* **SUPPLIED INFORMATION**:
+---+

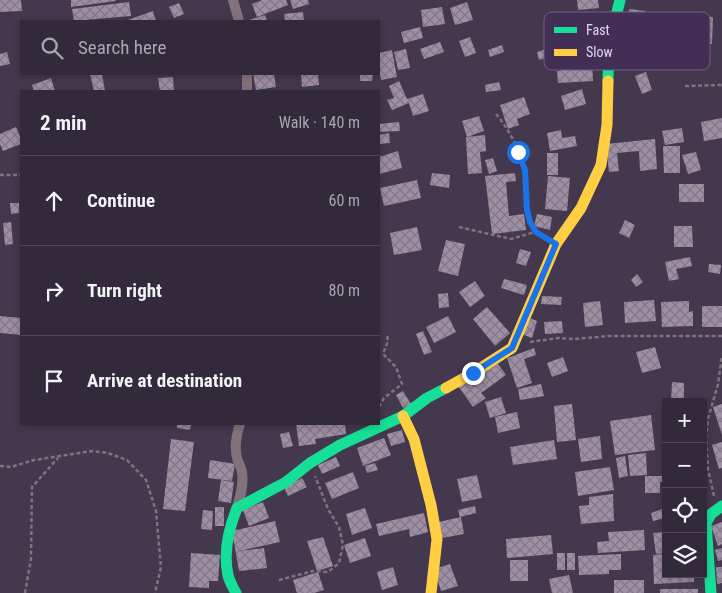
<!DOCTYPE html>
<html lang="en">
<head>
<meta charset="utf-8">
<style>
  body { margin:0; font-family:"Roboto Condensed",sans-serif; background:#3a3242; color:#f1f3f6 }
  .controls { position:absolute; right:15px; bottom:15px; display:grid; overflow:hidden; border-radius:0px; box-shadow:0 2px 8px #0003 }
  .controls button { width:45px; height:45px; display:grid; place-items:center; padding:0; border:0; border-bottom:1px solid #4d4654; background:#322a3a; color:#f1f3f6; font:25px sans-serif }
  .stop { position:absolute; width:15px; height:15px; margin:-11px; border:4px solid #1a73e8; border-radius:50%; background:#fff }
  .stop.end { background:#1a73e8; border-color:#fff; box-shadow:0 1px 5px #0008 }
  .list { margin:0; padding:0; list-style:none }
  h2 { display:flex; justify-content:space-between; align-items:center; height:65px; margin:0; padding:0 20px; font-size:21px }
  h2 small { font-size:16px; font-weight:400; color:#a8a7af }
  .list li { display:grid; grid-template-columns:32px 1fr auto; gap:15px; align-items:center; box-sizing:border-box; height:90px; padding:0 20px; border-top:1px solid #4d4654 }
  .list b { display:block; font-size:19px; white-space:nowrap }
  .list em { font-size:16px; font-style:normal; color:#a8a7af }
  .icon { flex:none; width:28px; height:28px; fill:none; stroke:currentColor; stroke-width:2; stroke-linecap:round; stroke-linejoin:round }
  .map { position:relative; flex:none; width:722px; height:593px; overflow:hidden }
  .search { position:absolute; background:#322a3a; box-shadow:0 2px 8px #0003; left:20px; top:20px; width:360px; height:55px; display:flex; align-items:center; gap:12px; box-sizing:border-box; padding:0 18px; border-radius:0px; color:#a8a7af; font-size:19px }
  .panel { position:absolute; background:#322a3a; box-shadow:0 2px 8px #0003; left:20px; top:90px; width:360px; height:335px; border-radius:0px }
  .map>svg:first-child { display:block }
  .building { fill:url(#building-cross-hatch) }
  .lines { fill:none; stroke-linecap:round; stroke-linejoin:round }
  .path { stroke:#7f737d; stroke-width:2.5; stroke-dasharray:4 2.5; stroke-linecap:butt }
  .street { stroke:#82727a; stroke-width:10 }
  .fast { stroke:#16e098; stroke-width:11 }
  .slow { stroke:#ffcf43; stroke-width:11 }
  .route { stroke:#1a73e8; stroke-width:6 }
  .key { fill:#432f56; stroke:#726184; stroke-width:1 }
  .key-label { font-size:14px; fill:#e0d5ee }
</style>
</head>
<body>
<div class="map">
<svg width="722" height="593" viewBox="0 0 722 593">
  <defs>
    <pattern id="building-cross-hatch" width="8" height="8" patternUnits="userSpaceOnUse" patternTransform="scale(1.25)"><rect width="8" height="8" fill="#9e8fa2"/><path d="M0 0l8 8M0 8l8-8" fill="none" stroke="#837787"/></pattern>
  </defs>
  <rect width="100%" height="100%" fill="#43384d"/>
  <g class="building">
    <polygon points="0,0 21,0 22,11 0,12"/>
    <polygon points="71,0 115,0 116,1 71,7"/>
    <polygon points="262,0 286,0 288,5 257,17 252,4"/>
    <polygon points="290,0 308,0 309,4 293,9"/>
    <polygon points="577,0 598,0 599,8 578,10"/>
    <polygon points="129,2 131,16 74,21 72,9"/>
    <polygon points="467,2 473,20 455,25 450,8"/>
    <polygon points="179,3 184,14 174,18 169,7"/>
    <polygon points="442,7 445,24 423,27 421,10"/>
    <polygon points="629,9 645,11 643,29 627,28"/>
    <polygon points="153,11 156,21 125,21"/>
    <polygon points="303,12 304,21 285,21 284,14"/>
    <polygon points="265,15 267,21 246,21"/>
    <polygon points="694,16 713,17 712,44 692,43"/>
    <polygon points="420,27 423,38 404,43 401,32"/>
    <polygon points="470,37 476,53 465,57 459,41"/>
    <polygon points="440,42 444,52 424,59 420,49"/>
    <polygon points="502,45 504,52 490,57 488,50"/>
    <polygon points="559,45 562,53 539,60 537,52"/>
    <polygon points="406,49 410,68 398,70 394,52"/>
    <polygon points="392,50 397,77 381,80 379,68 379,53"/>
    <polygon points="7,52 10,64 0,66 0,54"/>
    <polygon points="592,59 593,81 558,83 557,71 560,71 559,61"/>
    <polygon points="646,72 652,90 642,94 635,76"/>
    <polygon points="90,74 102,74 105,91 94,91"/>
    <polygon points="253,74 274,74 276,87 256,90"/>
    <polygon points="301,74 318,74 319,85 302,87"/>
    <polygon points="360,74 373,74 372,81 360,81"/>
    <polygon points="173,77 174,91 160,91 158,78"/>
    <polygon points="51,78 55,91 34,91 32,85"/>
    <polygon points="399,81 407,99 423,94 429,111 413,116 409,103 392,110 387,100 394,98 389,86"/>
    <polygon points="499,82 501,90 486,92 485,85"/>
    <polygon points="582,89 586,104 565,110 561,96"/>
    <polygon points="524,97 530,114 517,119 519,125 508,129 500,105"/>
    <polygon points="479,116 484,131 467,137 462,121"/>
    <polygon points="722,118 722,138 704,141 701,122"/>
    <polygon points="399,122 400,131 379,132 379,124"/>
    <polygon points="16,127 21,139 21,144 3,151 0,144 0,134"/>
    <polygon points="682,128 684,142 665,145 662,131"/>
    <polygon points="561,130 562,138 575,136 577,146 550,151 547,133"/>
    <polygon points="389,133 390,143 379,144 379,135"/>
    <polygon points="485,135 486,151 480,152 482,173 468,174 466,137"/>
    <polygon points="655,139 657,169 640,171 639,151 617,153 619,171 609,172 606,144"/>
    <polygon points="663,146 680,146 680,173 664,173"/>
    <polygon points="398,151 402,168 379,174 379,157"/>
    <polygon points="696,152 701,170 688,174 682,155"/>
    <rect x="547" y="153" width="11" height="22"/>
    <polygon points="493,158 497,171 489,174 485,160"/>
    <polygon points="432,173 450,175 449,188 430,185"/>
    <polygon points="515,173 516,181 506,182 509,216 524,214 526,230 492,234 485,176"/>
    <polygon points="548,176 570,178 567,211 545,209"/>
    <polygon points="417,180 421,198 384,206 380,188"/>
    <rect x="679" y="184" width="25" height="18"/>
    <polygon points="10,203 19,203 19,213 11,214"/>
    <polygon points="537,214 552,217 550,230 534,226"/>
    <polygon points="625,220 635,225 629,238 619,233"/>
    <polygon points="11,222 13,244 5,245 3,223"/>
    <polygon points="674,226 692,226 693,247 674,247"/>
    <polygon points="417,227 422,250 394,255 390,233"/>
    <polygon points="446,240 465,244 458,276 438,271"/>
    <polygon points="520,249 531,252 526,266 516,263"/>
    <polygon points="690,257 692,266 676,269 679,279 669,281 665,262"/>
    <polygon points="709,264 721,265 720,274 708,272"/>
    <polygon points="637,274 643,282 636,287 631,280"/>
    <polygon points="504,279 527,285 524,295 501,288"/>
    <polygon points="475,281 485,296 470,307 459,292"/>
    <polygon points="448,293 449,307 439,308 438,294"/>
    <polygon points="542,296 562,297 561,305 541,304"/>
    <polygon points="654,300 656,321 625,323 624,302"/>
    <polygon points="600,301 603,325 585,327 583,303"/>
    <polygon points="689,301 689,312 693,311 693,326 662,327 661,302"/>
    <rect x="702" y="306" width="20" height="21"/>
    <polygon points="487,307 510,333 495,346 473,319"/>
    <polygon points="0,316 21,318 21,335 0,333"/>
    <polygon points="448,316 456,332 434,343 426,327"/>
    <polygon points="527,317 537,321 532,338 521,334"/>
    <polygon points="562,321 563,333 545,334 544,322"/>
    <polygon points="423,331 432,352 424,355 416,334"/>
    <polygon points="655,347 661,368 642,373 636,352"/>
    <polygon points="534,348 536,355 524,359 532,383 517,388 507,358"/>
    <polygon points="563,357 568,371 552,377 547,363"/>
    <polygon points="495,360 506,375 481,393 486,398 473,407 458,386"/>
    <polygon points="672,382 684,383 684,402 671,402"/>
    <polygon points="541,384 544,396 520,400 518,389"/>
    <polygon points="403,391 411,404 403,408 396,395"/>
    <polygon points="501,397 506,413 490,418 485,402"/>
    <polygon points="572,404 576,440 557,442 554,406"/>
    <polygon points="722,404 722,435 713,407"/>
    <polygon points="517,412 520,428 498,433 495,417"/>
    <polygon points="651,415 655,450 615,455 610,421"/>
    <polygon points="177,424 191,424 190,430 177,428"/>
    <polygon points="296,424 345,424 346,434 315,439 316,444 299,446"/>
    <polygon points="402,430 405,442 391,446 387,434"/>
    <polygon points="289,432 293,446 283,448 280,434"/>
    <polygon points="600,436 602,459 581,462 578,439"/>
    <polygon points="384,438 391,455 363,466 357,448"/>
    <polygon points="171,439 194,442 185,511 163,509"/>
    <polygon points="664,439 666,439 666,466 663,466"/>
    <polygon points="554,440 557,459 513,465 510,447"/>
    <polygon points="722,442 722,468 719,469 712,445"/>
    <polygon points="646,453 647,475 630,476 628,455"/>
    <polygon points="625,456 628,476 619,478 616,458"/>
    <polygon points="336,457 340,466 322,474 318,465"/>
    <polygon points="210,460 235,464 232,481 208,478"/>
    <polygon points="375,463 378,470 367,473 365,466"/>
    <polygon points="610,467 614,490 578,496 575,472"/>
    <polygon points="353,472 359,488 332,499 325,483"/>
    <polygon points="477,475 482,498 462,502 457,479"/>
    <polygon points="645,476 666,476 666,482 660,482 660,493 645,493"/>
    <polygon points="302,478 307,487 288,496 284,487"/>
    <polygon points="221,480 234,482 231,503 218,501"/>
    <polygon points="613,494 614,521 581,524 579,506 589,505 589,497"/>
    <polygon points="263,502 269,518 249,526 243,510"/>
    <polygon points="475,506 476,513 460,517 458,510"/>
    <rect x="215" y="507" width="9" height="19"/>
    <polygon points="365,508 372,528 352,535 346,514"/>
    <polygon points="662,509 665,518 653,521 651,513"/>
    <polygon points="203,510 213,511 212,530 201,529"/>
    <polygon points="424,513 428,532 410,537 409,529 379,536 376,524"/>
    <polygon points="461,517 464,534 442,538 439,522"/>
    <polygon points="275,521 280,542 239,551 264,548 267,568 239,571 232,531"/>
    <polygon points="722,522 722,544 718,546 711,526"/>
    <polygon points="644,530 645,550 598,553 597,542 609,541 608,532"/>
    <polygon points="666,532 666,553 656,554 653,533"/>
    <polygon points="551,535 553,554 507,558 506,539"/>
    <polygon points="323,537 333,566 317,571 307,541"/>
    <polygon points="365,538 371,556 350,563 344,545"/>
    <polygon points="722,548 722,560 718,561 715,550"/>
    <polygon points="191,553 220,555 218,581 209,581 209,588 189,587"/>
    <rect x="557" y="553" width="8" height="17"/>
    <rect x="567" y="553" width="8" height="17"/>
    <polygon points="621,554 621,570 609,570 609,574 579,575 578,556"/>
    <polygon points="666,554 666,574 694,574 694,582 654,584 653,555"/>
    <rect x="510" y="560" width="18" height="21"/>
    <polygon points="450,564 458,586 441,591 434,569"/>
    <polygon points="393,567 398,585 382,590 377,572"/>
    <polygon points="716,567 722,567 722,583 717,584"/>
    <polygon points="318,572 324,590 314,593 297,593 293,580"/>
    <polygon points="569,575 573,593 552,593 549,579"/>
    <rect x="614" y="580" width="30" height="13"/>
    <rect x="660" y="589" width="38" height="4"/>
  </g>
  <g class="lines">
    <g class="path">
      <polyline points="685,86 722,85"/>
      <path d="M496,114C509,129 519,149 524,169C530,188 520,217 536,232C538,235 543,237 546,238"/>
      <polyline points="0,175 21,175"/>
      <polyline points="459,227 511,239 535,232"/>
      <polyline points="530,342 559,338 574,339 609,336 722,336"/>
      <polyline points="379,407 384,398 402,384 396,367 383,354 388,341 387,334"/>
      <polyline points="0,466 11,467 34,460 92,451 108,453 127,460 146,480 156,511 161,567 155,593"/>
      <polyline points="714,496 708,469 706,438 708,419 718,384 722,356"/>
      <polyline points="279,580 313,571 328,572 339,563 343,545 339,527 328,509 315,476"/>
      <polyline points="25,593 31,559 32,487 58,458"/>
    </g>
    <g class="street">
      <polyline points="233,0 239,21"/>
      <polyline points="247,91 247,74"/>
      <path d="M237,508C240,497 244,485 242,473C242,468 238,463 237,458C234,446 236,436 240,424"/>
    </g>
    <g class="fast">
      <path d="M608,81C608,53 613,27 620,0"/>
      <path d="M236,593C233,587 229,581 228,575C223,552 229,528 237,508L286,482L310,463L340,445L403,416L427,398L446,388"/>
      <polyline points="711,593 706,523 711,514 722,506"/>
    </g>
    <g class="slow">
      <polyline points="446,388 473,373 512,348 556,244 581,208 601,165 607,125 608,81"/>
      <polyline points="403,416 414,439 431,505 437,539 431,593"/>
    </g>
  </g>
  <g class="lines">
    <polyline class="route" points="473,373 512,348 556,244 536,232 530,222 527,210 525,170 518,152"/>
  </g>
  <rect x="544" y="12" width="166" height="58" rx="8" class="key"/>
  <rect x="554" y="27" width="23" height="6" fill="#16e098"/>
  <rect x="554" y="49" width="23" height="7" fill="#ffcf43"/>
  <g class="key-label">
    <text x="586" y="35">Fast</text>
    <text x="586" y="57">Slow</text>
  </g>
</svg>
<div class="controls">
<button>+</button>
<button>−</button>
<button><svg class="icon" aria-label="locate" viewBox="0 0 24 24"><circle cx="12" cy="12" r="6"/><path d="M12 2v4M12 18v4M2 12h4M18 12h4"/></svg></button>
<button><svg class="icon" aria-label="layers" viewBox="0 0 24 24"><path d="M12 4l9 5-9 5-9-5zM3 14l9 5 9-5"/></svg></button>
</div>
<div class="stop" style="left:518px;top:152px"></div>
<div class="stop end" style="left:473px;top:373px"></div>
<div class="search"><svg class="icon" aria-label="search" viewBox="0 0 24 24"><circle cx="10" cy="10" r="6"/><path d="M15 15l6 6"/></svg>Search here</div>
<section class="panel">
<h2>2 min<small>Walk · 140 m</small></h2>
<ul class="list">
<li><svg class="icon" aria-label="ahead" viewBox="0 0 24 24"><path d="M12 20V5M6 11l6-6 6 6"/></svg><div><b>Continue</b></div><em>60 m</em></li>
<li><svg class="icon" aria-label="right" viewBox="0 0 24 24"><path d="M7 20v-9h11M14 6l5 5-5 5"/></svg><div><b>Turn right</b></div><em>80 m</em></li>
<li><svg class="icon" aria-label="arrive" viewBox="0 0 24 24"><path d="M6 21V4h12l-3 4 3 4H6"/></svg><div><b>Arrive at destination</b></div></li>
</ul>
</section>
</div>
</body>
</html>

+---+

* **WHAT TO DO**: Match on "list" and copy out every line of the entries that contains it.

* **RESPONSE TO THE EXERCISE**:
  .list { margin:0; padding:0; list-style:none }
  .list li { display:grid; grid-template-columns:32px 1fr auto; gap:15px; align-items:center; box-sizing:border-box; height:90px; padding:0 20px; border-top:1px solid #4d4654 }
  .list b { display:block; font-size:19px; white-space:nowrap }
  .list em { font-size:16px; font-style:normal; color:#a8a7af }
<ul class="list">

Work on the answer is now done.